Tornato a Roma, Brjullov, nonostante la grave malattia, ancora continuò a lavorare, a progettare nuovi piani artistici. Dei suoi ultimi giorni ha parlato V.V.Stasov in una lettera dall’Italia al direttore della rivista “Otečestvennye zapiski”. Poco tempo fa ho trovato a Roma dei documenti sconosciuti, riguardanti la fine di Brjullov. Fra questi, un biglietto del dottore italiano, Masi, che curò Brjullov, indirizzato a Angelo Tittoni, nella casa di campagna del quale avvenne il fatto irreparabile. Su di un foglietto piegato più volte, evidentemente inviato in città tramite un messaggero occasionale o per mezzo di un conoscente, c’è scritto con una calligrafia larga:
Manziana, mercoledì
ore 2,45
Caro Angelino,
ieri il Professore è voluto tornare a Manziana, e oggi sta quasi morendo: l’emorragia cardiaca minaccia di ucciderlo. Vieni subito se vuoi vederlo vivo. Mi affretto.
Il tuo amico Masi
Nella parte superiore del foglietto Angelo Tittoni scrisse a matita: “Brjullov”.

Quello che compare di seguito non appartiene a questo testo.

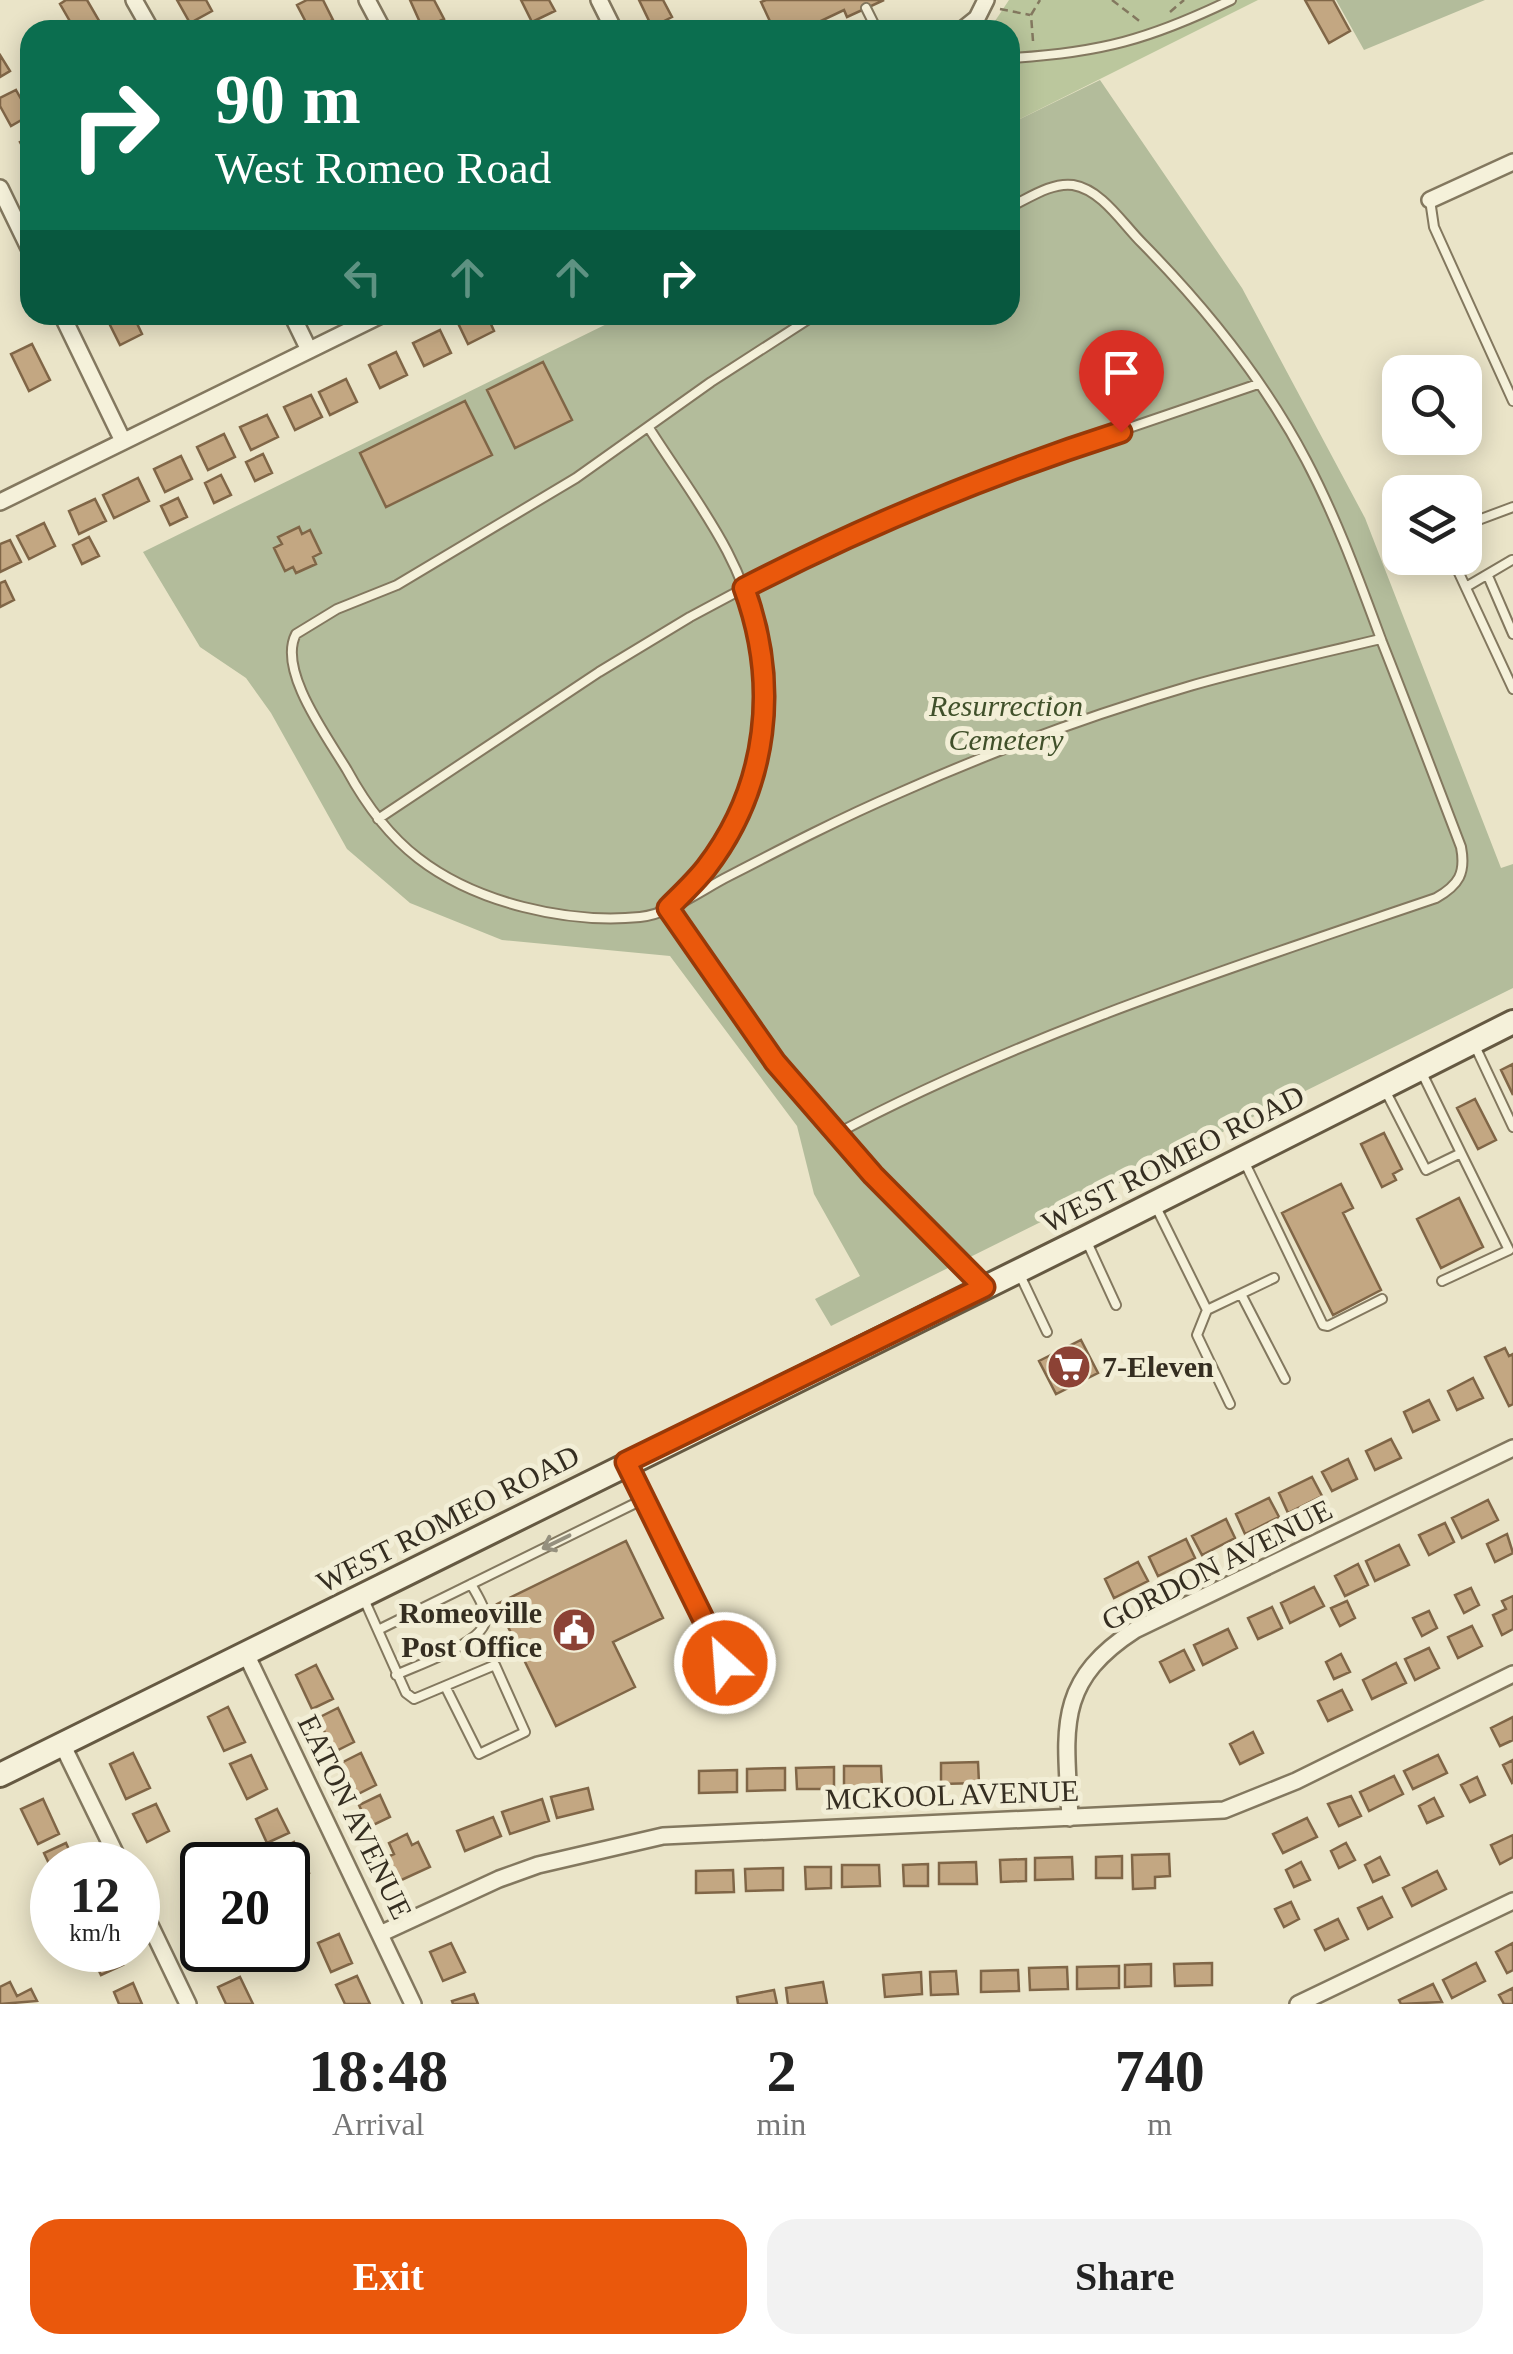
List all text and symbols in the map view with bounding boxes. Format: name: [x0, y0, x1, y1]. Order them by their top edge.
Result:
icon: right: [50, 60, 180, 190]
text: 90 m: [215, 61, 361, 138]
text: West Romeo Road: [215, 143, 551, 193]
icon: left: [335, 250, 390, 305]
icon: ahead: [440, 250, 495, 305]
icon: ahead: [545, 250, 600, 305]
icon: right: [650, 250, 705, 305]
pin: [1079, 330, 1164, 433]
icon: arrive: [1094, 345, 1149, 400]
map controls: [1382, 355, 1482, 575]
button: search: [1382, 355, 1482, 455]
button: layers: [1382, 475, 1482, 575]
park label: Resurrection Cemetery: [928, 689, 1083, 756]
street label: WEST ROMEO ROAD: [1036, 1078, 1309, 1239]
supermarket icon: 7-Eleven: [1046, 1344, 1092, 1390]
place label: 7-Eleven: [1102, 1350, 1214, 1383]
street label: WEST ROMEO ROAD: [311, 1438, 584, 1599]
street label: GORDON AVENUE: [1096, 1492, 1337, 1637]
one-way arrow: [542, 1534, 572, 1553]
place label: Romeoville Post Office: [399, 1596, 542, 1663]
public building icon: Romeoville Post Office: [551, 1607, 597, 1653]
position arrow: [673, 1611, 777, 1715]
street label: EATON AVENUE: [292, 1709, 419, 1924]
street label: MCKOOL AVENUE: [824, 1774, 1080, 1815]
speed limit sign: 20: [180, 1842, 310, 1972]
text: 12: [70, 1867, 120, 1923]
text: km/h: [69, 1919, 121, 1946]
text: 18:48: [308, 2038, 448, 2104]
text: 2: [766, 2038, 796, 2104]
text: 740: [1115, 2038, 1205, 2104]
text: Arrival: [332, 2106, 424, 2142]
text: min: [757, 2106, 806, 2142]
text: m: [1147, 2106, 1172, 2142]
button: Exit: [30, 2219, 747, 2334]
button: Share: [767, 2219, 1483, 2334]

Ma non riuscì a trovare vivo il pittore.
Un’altra lettera di Masi, trascritta in bella copia, ma evidentemente mai spedita, è indirizzata al medico pietroburghese M.A.Markus. La maggior parte di questa è dedicata a come Brjullov avesse intenzione di ringraziare Masi per i favori che gli erano stati fatti. Ma l’interesse particolare di questa lettera è racchiuso nella descrizione dettagliata delle circostanze della fine del pittore. I medici ai quali ho mostrato la fotocopia del documento sono riusciti a diagnosticare la malattia che si rivelò mortale per l’artista: aneurisma dell’aorta.

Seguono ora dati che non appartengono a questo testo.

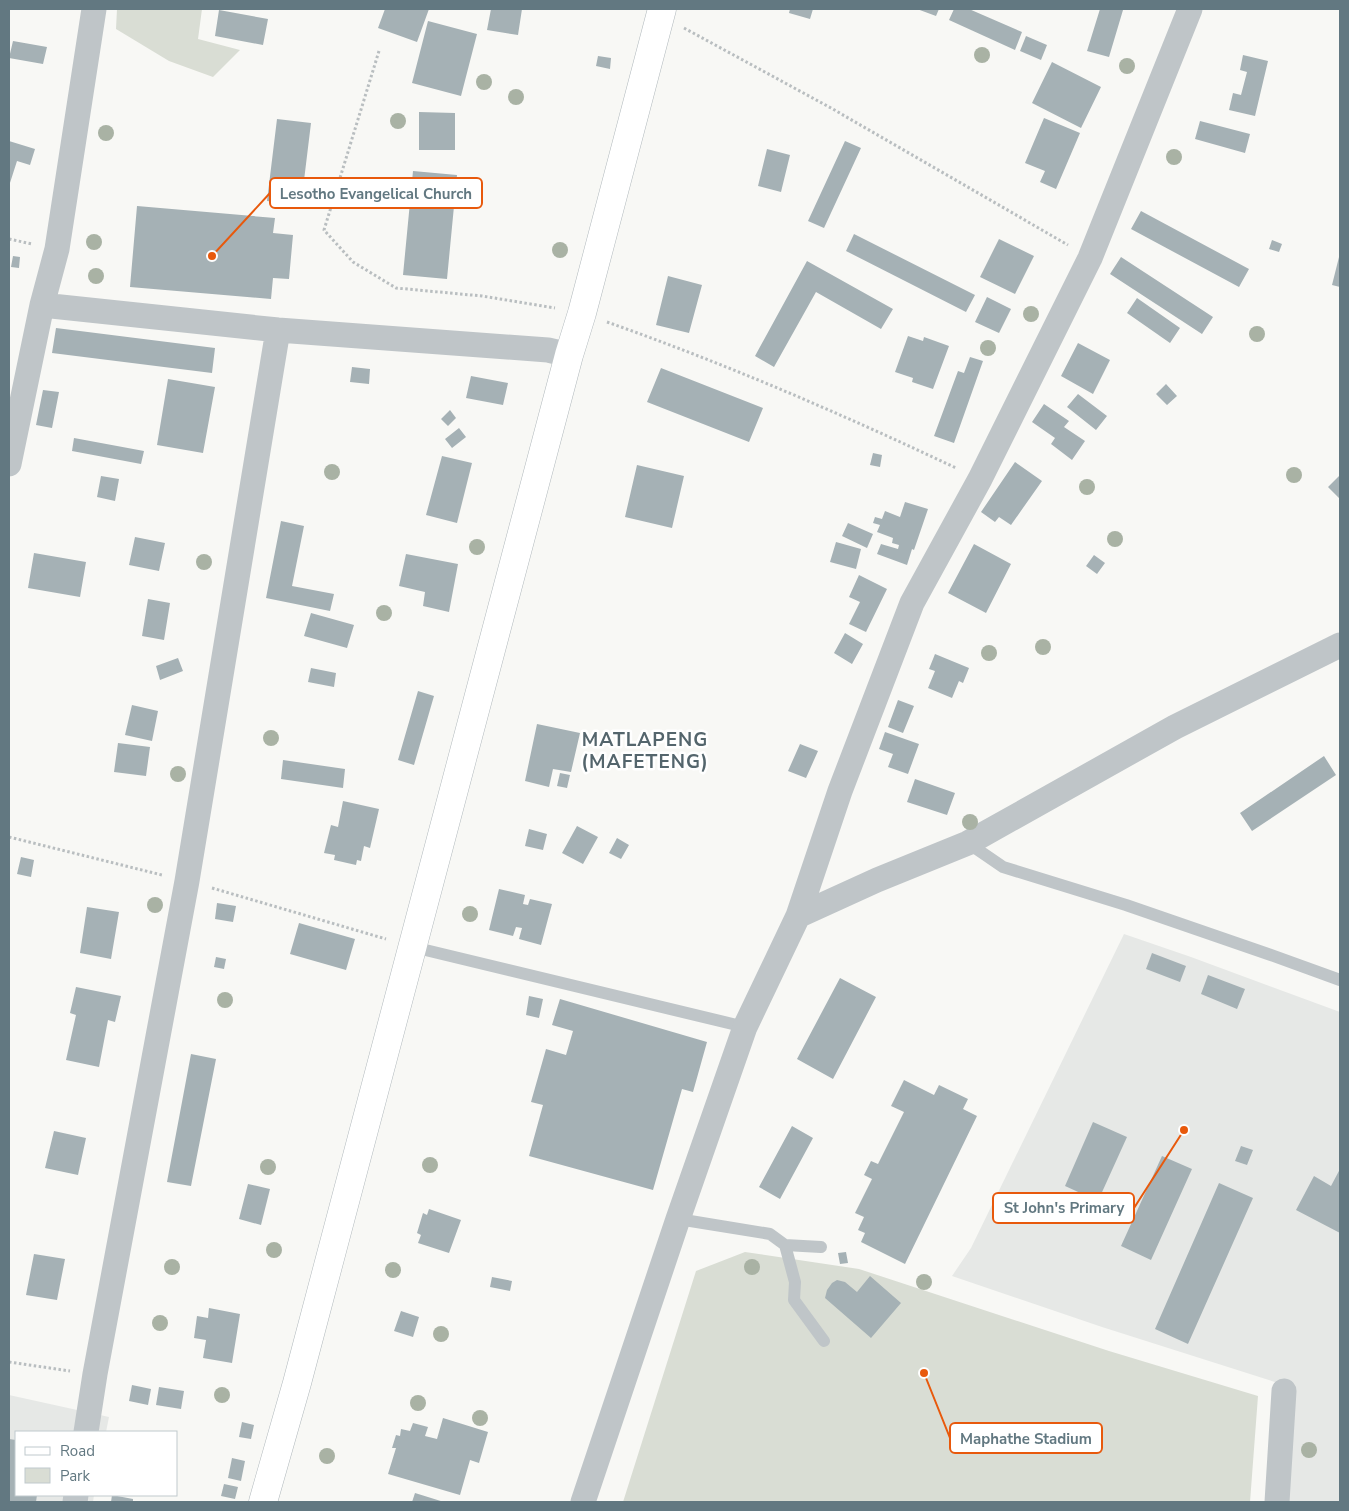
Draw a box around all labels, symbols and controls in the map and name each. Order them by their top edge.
callout: Lesotho Evangelical Church [270,178,482,208]
text: Lesotho Evangelical Church [280,184,472,204]
district label: MATLAPENG (MAFETENG) [581,727,709,775]
callout: St John's Primary [993,1193,1134,1223]
text: St John's Primary [1004,1198,1124,1218]
callout: Maphathe Stadium [950,1423,1102,1453]
text: Maphathe Stadium [960,1429,1092,1449]
legend [15,1431,178,1496]
text: Road [60,1441,95,1461]
text: Park [60,1466,90,1486]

K.P.Brjullov, i cui lontani avi erano degli ugonotti francesi, è sepolto a Roma nel cimitero protestante di Monte Testaccio. Dall’entrata attuale, un po’ più a sinistra in terza fila si vede bene un grande monumento in marmo bianco, realizzato sulla base di un bozzetto dell’architetto A.F.Šurupov, con i bassorilievi su soggetti allegorici e il ritratto ad altorilievo di Brjullov, copiato dal famoso busto di I.P.Vitali.
Cent’anni dopo, scaduto il termine d’affitto del terreno occupato dalla tomba, lo Stato Sovietico ha fatto un versamento affinché il monumento rimanesse per sempre.
Il cimitero di Monte Testaccio ha avuto il suo nome dal colle artificiale sorto nei pressi, sin dai tempi antichi, sulle rive del Tevere vicino al porto fluviale. Vi si gettavano le anfore (in latino “testa”) rotte, che erano servite come tara per la conservazione e il trasporto del vino, dell’olio di oliva e del grano. Coperto ormai da tempo di terra, sul colle sono cresciuti erba, cespugli e perfino alberi. Ma ancora adesso le piogge fanno affiorare, qua e là, mucchi di cocci di argilla “modellata ancora dagli schiavi di Roma”.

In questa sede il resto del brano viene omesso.